BEGIN RECORDS

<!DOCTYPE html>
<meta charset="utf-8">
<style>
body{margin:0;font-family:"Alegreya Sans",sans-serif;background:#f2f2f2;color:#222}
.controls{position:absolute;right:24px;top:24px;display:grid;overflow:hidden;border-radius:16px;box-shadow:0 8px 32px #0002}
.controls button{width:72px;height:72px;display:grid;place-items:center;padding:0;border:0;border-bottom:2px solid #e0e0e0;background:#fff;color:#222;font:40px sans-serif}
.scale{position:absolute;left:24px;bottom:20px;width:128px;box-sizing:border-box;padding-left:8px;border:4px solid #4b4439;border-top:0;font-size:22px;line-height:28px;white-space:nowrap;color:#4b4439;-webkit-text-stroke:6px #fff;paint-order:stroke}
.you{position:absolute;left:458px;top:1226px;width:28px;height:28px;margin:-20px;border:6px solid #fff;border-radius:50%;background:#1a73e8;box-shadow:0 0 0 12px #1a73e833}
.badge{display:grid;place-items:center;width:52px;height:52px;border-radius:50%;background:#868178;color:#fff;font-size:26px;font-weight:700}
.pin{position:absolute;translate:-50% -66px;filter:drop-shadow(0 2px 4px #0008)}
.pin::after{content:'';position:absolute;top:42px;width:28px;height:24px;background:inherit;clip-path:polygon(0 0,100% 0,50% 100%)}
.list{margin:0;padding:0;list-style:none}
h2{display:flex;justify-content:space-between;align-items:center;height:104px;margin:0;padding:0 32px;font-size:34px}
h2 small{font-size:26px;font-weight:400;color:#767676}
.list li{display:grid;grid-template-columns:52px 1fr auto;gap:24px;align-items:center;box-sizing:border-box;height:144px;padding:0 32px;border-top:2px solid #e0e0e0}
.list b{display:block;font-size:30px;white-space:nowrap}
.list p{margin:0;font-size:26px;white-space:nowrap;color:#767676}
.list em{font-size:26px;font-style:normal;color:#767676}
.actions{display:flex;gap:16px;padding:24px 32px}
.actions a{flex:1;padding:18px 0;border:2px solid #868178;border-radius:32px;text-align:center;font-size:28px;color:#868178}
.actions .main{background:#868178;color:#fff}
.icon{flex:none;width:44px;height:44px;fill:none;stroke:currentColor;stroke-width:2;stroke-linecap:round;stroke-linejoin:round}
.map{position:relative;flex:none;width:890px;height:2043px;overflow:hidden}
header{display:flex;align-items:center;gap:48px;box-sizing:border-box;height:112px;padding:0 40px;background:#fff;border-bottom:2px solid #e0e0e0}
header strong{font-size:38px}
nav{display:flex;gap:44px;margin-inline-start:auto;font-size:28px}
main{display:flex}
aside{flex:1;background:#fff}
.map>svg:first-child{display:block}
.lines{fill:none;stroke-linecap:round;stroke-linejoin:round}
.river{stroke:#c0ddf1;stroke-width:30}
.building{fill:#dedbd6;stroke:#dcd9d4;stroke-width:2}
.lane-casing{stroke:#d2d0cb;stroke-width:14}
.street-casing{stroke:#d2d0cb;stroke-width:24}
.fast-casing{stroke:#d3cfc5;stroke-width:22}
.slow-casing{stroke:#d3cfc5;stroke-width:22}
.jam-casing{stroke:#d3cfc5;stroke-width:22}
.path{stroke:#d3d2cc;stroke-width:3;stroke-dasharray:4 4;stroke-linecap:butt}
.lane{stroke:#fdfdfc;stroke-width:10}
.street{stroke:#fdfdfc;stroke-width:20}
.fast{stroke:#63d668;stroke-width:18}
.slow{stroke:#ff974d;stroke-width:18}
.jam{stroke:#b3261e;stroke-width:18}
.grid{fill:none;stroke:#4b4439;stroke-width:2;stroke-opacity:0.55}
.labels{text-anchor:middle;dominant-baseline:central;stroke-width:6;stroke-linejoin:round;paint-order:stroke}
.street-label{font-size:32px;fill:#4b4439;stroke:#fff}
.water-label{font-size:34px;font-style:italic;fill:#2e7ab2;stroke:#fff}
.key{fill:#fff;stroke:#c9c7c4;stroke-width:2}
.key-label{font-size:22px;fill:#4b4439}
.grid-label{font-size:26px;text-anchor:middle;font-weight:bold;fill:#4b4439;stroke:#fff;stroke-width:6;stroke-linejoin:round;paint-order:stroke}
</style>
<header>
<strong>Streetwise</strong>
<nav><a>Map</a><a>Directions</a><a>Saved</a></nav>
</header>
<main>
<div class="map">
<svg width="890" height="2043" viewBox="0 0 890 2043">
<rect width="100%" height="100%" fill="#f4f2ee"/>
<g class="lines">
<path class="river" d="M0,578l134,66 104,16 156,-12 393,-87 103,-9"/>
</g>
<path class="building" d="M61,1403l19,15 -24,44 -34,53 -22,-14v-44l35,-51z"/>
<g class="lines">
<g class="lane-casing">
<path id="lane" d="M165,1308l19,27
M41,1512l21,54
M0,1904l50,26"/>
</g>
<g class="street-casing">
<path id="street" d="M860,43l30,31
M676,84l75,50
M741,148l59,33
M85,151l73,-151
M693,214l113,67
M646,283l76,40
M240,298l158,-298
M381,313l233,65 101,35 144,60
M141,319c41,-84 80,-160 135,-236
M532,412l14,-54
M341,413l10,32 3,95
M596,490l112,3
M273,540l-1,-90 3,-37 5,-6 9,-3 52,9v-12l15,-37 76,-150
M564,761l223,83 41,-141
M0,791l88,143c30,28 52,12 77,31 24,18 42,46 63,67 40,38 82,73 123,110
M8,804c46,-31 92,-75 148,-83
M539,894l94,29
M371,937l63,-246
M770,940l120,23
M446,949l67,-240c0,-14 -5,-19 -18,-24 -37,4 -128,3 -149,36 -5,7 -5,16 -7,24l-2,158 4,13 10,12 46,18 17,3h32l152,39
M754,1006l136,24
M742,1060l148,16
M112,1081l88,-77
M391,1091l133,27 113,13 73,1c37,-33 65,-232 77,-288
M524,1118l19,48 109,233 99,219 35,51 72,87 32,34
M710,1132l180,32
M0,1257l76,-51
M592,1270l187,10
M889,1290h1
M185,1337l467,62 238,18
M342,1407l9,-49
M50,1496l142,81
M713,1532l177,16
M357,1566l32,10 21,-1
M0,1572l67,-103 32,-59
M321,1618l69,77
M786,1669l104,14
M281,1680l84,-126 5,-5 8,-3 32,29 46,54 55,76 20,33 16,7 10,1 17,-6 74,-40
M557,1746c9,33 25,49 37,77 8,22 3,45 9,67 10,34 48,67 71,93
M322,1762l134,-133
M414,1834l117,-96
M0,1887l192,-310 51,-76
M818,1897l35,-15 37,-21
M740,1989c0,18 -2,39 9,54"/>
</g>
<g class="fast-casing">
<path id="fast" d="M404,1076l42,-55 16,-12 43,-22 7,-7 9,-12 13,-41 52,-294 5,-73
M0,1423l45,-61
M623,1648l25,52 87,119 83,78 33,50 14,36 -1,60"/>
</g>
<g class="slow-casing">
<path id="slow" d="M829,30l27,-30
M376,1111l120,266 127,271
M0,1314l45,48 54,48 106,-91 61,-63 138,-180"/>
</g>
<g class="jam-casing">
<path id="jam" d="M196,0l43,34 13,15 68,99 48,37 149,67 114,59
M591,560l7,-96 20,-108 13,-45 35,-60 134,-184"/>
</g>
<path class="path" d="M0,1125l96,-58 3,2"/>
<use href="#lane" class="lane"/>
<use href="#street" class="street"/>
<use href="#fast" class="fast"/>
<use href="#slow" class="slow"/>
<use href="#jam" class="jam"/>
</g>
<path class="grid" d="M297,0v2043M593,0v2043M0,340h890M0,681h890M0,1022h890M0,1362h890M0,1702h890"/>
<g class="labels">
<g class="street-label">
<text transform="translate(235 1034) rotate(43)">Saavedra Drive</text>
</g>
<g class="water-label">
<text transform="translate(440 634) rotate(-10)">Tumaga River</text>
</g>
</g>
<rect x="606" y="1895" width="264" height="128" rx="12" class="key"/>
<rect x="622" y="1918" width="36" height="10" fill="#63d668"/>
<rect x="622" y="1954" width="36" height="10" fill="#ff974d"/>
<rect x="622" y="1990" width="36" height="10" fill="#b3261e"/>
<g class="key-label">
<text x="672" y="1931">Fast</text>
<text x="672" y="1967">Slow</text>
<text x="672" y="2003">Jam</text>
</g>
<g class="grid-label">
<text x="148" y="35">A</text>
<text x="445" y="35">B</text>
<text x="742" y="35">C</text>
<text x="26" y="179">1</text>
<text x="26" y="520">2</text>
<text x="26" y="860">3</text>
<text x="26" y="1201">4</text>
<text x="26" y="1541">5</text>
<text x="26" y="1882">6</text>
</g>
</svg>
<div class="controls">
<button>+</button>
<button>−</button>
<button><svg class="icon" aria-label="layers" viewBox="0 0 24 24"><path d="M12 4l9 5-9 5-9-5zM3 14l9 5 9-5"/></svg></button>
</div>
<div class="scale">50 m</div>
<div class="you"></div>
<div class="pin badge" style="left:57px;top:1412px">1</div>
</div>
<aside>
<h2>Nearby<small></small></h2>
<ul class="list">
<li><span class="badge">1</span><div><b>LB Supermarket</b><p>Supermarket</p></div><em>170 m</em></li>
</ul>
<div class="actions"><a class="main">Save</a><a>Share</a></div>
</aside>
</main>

END RECORDS

* [THE TASK]
Please copy each line of the records above that holds the word "white".

* [RESPONSE]
.scale{position:absolute;left:24px;bottom:20px;width:128px;box-sizing:border-box;padding-left:8px;border:4px solid #4b4439;border-top:0;font-size:22px;line-height:28px;white-space:nowrap;color:#4b4439;-webkit-text-stroke:6px #fff;paint-order:stroke}
.list b{display:block;font-size:30px;white-space:nowrap}
.list p{margin:0;font-size:26px;white-space:nowrap;color:#767676}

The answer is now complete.